* TASK TO COMPLETE
Would you give the data below back exactly as it reads?
»»
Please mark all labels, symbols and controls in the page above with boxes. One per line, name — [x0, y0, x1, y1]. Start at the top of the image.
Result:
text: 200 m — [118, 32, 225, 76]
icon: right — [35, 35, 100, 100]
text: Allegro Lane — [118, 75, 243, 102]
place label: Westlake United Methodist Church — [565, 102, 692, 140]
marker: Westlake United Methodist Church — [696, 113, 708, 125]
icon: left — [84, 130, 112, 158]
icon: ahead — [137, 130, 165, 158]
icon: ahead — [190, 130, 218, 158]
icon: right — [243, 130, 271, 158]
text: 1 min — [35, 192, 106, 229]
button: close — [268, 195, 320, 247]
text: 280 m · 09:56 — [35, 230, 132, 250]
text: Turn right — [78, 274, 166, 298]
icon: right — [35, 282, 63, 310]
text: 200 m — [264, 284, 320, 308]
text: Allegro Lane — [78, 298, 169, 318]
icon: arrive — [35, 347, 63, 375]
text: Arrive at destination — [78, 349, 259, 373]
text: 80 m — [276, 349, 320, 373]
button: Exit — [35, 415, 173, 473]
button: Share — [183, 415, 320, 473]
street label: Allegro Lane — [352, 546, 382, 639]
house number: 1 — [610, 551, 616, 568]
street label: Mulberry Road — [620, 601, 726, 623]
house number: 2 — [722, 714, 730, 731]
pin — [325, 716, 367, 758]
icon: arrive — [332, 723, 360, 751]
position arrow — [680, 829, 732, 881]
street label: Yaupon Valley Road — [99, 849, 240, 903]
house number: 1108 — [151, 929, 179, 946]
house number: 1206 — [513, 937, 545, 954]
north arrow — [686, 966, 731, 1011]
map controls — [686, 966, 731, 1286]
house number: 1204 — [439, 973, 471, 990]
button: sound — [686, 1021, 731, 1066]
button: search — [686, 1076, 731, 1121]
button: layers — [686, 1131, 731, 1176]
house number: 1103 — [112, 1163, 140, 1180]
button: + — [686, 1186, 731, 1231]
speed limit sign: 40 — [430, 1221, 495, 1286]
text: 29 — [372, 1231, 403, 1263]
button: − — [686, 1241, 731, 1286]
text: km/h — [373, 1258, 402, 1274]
««
* EXERCISE RESULT
Please mark all labels, symbols and controls in the page above with boxes. One per line, name — [x0, y0, x1, y1]. Start at the top of the image.
Result:
text: 200 m — [118, 32, 225, 76]
icon: right — [35, 35, 100, 100]
text: Allegro Lane — [118, 75, 243, 102]
place label: Westlake United Methodist Church — [565, 102, 692, 140]
marker: Westlake United Methodist Church — [696, 113, 708, 125]
icon: left — [84, 130, 112, 158]
icon: ahead — [137, 130, 165, 158]
icon: ahead — [190, 130, 218, 158]
icon: right — [243, 130, 271, 158]
text: 1 min — [35, 192, 106, 229]
button: close — [268, 195, 320, 247]
text: 280 m · 09:56 — [35, 230, 132, 250]
text: Turn right — [78, 274, 166, 298]
icon: right — [35, 282, 63, 310]
text: 200 m — [264, 284, 320, 308]
text: Allegro Lane — [78, 298, 169, 318]
icon: arrive — [35, 347, 63, 375]
text: Arrive at destination — [78, 349, 259, 373]
text: 80 m — [276, 349, 320, 373]
button: Exit — [35, 415, 173, 473]
button: Share — [183, 415, 320, 473]
street label: Allegro Lane — [352, 546, 382, 639]
house number: 1 — [610, 551, 616, 568]
street label: Mulberry Road — [620, 601, 726, 623]
house number: 2 — [722, 714, 730, 731]
pin — [325, 716, 367, 758]
icon: arrive — [332, 723, 360, 751]
position arrow — [680, 829, 732, 881]
street label: Yaupon Valley Road — [99, 849, 240, 903]
house number: 1108 — [151, 929, 179, 946]
house number: 1206 — [513, 937, 545, 954]
north arrow — [686, 966, 731, 1011]
map controls — [686, 966, 731, 1286]
house number: 1204 — [439, 973, 471, 990]
button: sound — [686, 1021, 731, 1066]
button: search — [686, 1076, 731, 1121]
button: layers — [686, 1131, 731, 1176]
house number: 1103 — [112, 1163, 140, 1180]
button: + — [686, 1186, 731, 1231]
speed limit sign: 40 — [430, 1221, 495, 1286]
text: 29 — [372, 1231, 403, 1263]
button: − — [686, 1241, 731, 1286]
text: km/h — [373, 1258, 402, 1274]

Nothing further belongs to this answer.